Execute all scenarios against the policy engine and return aggregate results.
Demo
Run both a DENY and an ALLOW evaluation in one call — mints a TrustAtom for the ALLOW case. Useful for testing the full pipeline without building a request body.
{
"deny": { "input": { "..." }, "decision": { "decision": "DENY", "..." } },
"allow": {
"input": { "..." },
"decision": { "decision": "ALLOW", "..." },
"trustatom": { "id": "ta_...", "signature_b64": "...", "..." }
}
}Health check.
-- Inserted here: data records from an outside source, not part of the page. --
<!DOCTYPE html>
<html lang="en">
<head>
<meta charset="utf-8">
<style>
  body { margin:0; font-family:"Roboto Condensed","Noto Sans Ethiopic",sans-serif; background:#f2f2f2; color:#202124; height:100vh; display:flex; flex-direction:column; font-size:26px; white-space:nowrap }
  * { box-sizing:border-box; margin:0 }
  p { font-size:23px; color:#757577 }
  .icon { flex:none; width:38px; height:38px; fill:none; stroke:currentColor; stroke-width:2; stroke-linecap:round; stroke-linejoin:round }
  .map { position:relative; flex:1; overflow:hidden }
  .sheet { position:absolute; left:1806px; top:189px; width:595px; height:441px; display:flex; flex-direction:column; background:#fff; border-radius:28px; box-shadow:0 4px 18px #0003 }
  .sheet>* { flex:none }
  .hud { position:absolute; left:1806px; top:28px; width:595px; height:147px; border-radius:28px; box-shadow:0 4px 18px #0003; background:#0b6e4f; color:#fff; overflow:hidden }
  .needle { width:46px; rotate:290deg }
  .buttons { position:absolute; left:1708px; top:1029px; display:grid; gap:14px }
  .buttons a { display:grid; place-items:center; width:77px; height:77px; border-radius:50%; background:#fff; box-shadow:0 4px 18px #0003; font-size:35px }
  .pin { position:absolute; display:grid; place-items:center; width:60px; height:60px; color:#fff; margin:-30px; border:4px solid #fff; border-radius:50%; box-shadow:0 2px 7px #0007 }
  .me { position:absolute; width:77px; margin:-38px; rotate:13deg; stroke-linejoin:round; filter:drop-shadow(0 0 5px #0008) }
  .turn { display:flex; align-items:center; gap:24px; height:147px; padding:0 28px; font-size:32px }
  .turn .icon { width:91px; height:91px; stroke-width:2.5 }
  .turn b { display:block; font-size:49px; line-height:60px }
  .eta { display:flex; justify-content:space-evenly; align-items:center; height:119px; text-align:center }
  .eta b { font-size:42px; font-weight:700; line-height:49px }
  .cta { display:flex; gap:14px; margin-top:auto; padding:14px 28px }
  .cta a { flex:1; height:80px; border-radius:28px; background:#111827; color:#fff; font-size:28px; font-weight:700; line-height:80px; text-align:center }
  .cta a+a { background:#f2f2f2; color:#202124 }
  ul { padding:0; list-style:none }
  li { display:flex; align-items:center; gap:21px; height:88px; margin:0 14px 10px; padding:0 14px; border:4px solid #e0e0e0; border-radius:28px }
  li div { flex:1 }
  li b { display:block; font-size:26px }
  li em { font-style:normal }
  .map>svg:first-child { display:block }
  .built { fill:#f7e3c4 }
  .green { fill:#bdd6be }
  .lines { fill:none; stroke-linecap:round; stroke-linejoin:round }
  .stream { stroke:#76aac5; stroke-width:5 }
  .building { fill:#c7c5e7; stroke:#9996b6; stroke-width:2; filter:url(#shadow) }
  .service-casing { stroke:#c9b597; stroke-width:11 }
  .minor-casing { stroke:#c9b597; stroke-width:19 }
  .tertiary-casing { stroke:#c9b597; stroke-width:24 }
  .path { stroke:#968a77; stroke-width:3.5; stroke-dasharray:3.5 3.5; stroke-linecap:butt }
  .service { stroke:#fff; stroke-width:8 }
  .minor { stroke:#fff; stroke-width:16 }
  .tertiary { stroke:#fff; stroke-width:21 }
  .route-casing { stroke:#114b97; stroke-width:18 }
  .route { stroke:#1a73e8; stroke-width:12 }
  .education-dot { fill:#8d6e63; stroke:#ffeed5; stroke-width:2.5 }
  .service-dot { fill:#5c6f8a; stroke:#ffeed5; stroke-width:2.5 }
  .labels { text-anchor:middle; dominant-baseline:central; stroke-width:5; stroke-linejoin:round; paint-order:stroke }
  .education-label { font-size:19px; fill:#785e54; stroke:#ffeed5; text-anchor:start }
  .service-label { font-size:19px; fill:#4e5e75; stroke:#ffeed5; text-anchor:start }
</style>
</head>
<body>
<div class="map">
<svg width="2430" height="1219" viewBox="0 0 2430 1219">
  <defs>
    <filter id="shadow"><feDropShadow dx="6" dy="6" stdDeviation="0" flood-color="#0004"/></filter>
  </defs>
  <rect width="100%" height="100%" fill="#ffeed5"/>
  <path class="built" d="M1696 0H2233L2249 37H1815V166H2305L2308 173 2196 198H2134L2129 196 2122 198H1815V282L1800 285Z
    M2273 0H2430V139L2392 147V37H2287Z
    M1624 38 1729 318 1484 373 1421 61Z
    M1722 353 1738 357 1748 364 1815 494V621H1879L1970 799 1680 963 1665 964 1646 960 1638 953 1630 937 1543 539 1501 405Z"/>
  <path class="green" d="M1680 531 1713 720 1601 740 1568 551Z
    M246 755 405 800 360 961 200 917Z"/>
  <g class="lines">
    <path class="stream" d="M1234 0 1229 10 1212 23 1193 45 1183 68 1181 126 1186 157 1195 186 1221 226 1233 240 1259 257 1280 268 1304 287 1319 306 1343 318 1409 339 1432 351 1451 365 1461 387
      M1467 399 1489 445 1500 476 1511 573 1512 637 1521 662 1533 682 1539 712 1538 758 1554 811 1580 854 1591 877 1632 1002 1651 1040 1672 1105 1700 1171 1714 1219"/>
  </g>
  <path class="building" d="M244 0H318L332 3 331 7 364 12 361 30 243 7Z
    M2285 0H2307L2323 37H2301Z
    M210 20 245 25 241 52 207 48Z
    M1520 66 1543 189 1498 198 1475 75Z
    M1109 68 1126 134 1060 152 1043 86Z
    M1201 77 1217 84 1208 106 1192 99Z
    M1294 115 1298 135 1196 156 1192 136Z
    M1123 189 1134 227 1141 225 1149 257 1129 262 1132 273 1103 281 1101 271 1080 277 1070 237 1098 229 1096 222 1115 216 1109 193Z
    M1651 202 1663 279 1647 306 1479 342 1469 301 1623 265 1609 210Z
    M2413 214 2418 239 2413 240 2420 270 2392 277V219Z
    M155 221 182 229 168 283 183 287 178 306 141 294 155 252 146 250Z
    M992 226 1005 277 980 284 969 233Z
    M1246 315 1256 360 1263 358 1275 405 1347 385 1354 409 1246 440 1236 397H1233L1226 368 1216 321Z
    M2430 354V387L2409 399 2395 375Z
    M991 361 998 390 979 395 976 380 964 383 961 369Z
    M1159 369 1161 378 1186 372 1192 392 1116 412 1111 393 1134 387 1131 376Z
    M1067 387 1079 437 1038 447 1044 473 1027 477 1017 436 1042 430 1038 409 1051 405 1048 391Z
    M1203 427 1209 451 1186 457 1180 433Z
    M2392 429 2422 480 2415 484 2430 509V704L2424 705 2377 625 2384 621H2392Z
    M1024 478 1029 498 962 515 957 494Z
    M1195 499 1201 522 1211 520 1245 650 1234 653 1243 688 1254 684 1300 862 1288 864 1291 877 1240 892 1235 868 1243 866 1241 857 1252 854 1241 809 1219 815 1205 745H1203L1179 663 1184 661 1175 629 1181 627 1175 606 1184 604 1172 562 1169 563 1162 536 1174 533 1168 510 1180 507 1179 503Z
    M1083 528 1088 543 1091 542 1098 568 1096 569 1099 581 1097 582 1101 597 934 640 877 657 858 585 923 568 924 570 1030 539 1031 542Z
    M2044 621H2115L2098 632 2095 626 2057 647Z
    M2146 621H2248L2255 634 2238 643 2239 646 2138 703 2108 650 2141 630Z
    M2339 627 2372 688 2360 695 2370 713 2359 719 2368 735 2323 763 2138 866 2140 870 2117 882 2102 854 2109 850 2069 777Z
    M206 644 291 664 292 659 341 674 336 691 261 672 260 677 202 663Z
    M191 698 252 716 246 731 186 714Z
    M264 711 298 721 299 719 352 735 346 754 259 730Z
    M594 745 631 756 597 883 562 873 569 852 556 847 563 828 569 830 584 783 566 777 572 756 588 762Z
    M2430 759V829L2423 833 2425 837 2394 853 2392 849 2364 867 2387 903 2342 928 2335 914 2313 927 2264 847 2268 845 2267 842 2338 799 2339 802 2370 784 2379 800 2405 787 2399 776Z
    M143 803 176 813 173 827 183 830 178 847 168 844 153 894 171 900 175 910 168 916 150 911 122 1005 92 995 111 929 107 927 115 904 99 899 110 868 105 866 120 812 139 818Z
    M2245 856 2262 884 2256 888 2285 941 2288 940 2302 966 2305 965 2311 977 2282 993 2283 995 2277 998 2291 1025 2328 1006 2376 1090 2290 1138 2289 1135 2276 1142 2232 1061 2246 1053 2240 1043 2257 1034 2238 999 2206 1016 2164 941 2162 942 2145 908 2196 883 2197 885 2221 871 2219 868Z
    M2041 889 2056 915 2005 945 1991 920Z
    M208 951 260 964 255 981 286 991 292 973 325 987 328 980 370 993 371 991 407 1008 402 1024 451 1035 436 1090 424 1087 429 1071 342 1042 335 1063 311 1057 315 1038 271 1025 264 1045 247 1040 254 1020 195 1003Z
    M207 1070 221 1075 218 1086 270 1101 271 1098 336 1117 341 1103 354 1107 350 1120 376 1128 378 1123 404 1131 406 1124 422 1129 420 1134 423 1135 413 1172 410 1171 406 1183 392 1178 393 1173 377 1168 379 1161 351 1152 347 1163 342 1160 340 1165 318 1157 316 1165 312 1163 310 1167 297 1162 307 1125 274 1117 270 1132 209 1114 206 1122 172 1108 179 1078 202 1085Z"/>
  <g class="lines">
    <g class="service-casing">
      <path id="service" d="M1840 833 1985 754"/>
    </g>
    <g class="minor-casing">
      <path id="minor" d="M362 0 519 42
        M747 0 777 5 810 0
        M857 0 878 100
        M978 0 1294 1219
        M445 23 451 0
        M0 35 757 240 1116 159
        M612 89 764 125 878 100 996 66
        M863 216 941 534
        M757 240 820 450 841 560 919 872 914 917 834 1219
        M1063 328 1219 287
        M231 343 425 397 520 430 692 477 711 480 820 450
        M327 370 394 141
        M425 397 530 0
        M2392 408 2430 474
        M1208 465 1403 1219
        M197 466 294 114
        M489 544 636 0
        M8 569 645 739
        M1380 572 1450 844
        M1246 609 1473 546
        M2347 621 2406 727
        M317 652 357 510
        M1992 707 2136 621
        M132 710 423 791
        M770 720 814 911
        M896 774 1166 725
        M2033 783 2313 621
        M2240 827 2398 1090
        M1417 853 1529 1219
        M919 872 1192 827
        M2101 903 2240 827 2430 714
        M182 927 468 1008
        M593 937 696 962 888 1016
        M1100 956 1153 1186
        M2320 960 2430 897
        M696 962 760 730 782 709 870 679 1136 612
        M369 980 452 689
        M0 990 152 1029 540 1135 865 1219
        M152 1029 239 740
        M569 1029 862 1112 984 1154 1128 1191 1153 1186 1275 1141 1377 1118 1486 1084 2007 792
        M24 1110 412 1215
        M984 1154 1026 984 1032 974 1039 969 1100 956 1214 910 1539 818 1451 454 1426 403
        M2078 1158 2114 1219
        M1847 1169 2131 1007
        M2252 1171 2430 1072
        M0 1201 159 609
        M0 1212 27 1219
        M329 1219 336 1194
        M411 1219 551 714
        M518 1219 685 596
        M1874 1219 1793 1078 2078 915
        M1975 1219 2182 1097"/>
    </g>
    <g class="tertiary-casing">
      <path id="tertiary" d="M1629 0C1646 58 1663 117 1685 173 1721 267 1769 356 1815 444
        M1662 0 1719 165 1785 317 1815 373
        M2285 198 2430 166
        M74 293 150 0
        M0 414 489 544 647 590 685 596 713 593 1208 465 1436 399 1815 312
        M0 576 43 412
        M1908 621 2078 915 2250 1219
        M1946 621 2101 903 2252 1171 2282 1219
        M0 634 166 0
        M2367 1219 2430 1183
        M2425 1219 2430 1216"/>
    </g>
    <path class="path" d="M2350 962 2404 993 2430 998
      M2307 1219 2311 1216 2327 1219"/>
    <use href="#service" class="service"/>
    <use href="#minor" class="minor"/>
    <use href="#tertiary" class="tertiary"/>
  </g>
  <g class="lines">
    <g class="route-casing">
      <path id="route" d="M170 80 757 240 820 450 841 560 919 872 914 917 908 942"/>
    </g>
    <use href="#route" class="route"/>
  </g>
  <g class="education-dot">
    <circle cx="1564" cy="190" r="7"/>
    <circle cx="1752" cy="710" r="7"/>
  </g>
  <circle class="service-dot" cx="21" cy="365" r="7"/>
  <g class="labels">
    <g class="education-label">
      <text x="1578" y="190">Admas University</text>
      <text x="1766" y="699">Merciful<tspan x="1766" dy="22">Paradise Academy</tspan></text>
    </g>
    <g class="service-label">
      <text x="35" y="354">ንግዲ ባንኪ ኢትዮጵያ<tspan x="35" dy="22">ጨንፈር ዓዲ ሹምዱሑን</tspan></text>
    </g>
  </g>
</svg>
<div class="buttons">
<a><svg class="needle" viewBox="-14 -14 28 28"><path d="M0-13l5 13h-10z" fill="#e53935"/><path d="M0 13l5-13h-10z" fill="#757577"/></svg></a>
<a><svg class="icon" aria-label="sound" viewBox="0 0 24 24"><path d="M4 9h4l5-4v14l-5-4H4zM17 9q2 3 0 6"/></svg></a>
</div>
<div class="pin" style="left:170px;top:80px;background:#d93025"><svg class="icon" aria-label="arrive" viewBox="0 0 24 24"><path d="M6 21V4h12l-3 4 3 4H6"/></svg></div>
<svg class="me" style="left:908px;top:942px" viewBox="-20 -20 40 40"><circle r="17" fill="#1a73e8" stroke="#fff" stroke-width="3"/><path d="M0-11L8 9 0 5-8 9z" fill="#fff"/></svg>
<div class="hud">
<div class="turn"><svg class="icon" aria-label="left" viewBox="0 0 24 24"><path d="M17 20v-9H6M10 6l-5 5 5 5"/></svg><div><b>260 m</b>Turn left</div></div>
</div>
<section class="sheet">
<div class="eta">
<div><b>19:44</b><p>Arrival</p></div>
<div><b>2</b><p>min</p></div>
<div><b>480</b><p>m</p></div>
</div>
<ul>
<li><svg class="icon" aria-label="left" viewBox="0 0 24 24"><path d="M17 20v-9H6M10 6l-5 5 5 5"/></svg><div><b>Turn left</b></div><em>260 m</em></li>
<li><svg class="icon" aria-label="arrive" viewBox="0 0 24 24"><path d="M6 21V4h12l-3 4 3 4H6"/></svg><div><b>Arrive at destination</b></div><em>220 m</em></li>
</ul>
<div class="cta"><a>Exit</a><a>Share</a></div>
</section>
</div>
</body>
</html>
Returns service status and degradation mode of each dependency.
{ "ok": true, "service": "cwn-app", "version": "v4", "neo4j": "ok", "opa": "ok" }Error Handling
All endpoints return structured errors with a consistent shape.
{ "detail": "Error description", "status_code": 400 }| Code | When |
|---|---|
| 400 | Missing or invalid request fields |
| 404 | Decision ID or resource not found |
| 500 | OPA timeout, Neo4j unavailable, signing failure |
CORS: Configured via FastAPI CORSMiddleware. Default allowed origins: ["*"] (development). Tighten allow_origins in main.py before production deployment.